The Restaurant Analogy for Investing Strategies

I was reading Marc Lichtenfeld's "Get Rich With Dividends" on recommendation by a fellow dividend investor and came across an analogy that captures the debate between dividend investing and growth investing. I want to share it here.

The Proposal

Imagine I come to you with a business proposal. I'm starting a new restaurant and I'm looking for investors to raise capital. I offer you a 10% ownership stake for S$100,000.

We expect the business to break even in the first year. In year 2, the business is expected to earn a profit of S$100,000. In year 3, we expect the business to earn a profit of S$200,000.

Now, I offer you two different ways to share in the success of the business as a shareholder.

Plan #1: The Exit Strategy

Under this plan, we will re-invest 100% of profits into the business. We will aim to grow as aggressively as possible until we hit a target S$1,500,000 in annual sales. Then, we will sell the entire restaurant at two times sales for S$3,000,000. 

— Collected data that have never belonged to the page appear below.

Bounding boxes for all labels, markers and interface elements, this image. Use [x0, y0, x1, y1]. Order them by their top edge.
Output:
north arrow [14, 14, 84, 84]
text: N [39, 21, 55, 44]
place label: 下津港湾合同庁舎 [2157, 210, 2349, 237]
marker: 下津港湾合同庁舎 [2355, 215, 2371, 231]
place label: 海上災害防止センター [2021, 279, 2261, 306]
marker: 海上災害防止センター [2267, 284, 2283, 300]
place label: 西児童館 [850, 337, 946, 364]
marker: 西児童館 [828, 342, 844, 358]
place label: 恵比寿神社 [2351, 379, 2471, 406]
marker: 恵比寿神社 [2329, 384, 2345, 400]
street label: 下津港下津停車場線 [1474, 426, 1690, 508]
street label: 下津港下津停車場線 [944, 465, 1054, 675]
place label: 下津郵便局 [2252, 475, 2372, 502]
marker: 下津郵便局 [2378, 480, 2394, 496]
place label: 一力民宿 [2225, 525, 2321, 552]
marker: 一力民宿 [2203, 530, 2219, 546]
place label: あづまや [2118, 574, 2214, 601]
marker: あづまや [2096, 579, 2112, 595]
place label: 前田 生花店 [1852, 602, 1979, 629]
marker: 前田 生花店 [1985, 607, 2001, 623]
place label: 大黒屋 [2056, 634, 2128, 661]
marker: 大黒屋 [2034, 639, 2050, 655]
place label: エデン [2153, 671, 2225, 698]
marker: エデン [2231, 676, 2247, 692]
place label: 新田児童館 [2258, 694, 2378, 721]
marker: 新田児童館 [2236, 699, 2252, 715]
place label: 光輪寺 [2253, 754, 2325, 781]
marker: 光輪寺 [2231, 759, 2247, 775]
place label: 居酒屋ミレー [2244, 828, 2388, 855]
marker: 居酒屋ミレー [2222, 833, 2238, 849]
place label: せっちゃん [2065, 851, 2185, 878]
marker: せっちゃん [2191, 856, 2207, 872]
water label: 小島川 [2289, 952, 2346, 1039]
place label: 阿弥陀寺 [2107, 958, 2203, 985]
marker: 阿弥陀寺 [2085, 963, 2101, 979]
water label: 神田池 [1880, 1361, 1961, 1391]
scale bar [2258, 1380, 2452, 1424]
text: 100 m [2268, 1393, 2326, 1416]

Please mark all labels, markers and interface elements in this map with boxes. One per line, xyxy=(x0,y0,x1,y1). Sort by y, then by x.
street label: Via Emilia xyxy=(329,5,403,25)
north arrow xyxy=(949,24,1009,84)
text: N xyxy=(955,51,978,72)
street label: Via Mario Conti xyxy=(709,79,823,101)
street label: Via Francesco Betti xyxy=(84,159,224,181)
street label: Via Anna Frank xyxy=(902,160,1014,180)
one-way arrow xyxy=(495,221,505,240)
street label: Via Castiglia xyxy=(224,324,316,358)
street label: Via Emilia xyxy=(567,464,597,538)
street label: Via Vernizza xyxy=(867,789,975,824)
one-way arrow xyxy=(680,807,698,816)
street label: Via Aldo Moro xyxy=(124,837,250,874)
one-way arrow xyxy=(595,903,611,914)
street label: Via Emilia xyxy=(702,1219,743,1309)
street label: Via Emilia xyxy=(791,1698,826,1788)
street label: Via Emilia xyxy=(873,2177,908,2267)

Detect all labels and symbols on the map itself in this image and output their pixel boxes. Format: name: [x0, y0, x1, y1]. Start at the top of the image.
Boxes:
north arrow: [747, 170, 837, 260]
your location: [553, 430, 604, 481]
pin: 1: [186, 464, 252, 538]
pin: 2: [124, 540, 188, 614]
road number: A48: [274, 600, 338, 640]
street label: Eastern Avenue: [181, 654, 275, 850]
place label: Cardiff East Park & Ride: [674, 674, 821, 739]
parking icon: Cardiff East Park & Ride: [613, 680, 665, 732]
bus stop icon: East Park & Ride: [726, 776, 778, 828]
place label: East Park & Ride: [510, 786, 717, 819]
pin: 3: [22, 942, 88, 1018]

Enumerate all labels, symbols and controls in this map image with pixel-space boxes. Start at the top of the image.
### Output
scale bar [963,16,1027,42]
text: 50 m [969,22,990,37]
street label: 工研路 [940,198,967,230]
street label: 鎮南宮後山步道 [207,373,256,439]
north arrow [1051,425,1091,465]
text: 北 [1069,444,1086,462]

Your payout will be 10% of our sale worth S$300,000 once this sale occurs.

Plan #2: The Cash Flow Plan

Under this plan, we will re-invest 50% of profits into the business and distribute the remaining 50% of profits to our investors (including you). 

Which Plan is For You?

Both plans are valid investment models, plan #1 is a classic "growth investing" approach while plan #2 is an "income investing" approach. 

To me, plan #1 is rife with uncertainty and built on a future promise which may never come true. Would there be willing buyers at our target price and valuation? Would the business grow to that extent? My entire return on investment is based on hope(speculation) and a future event I cannot control.

Plan #2 is more tangible and starts rewarding me almost immediately. The business becomes a valuable asset that keeps paying me as long as I own it. I do not need an exit strategy as long as my dividend payouts keep coming. 

Faced with this choice, which plan would you rather take?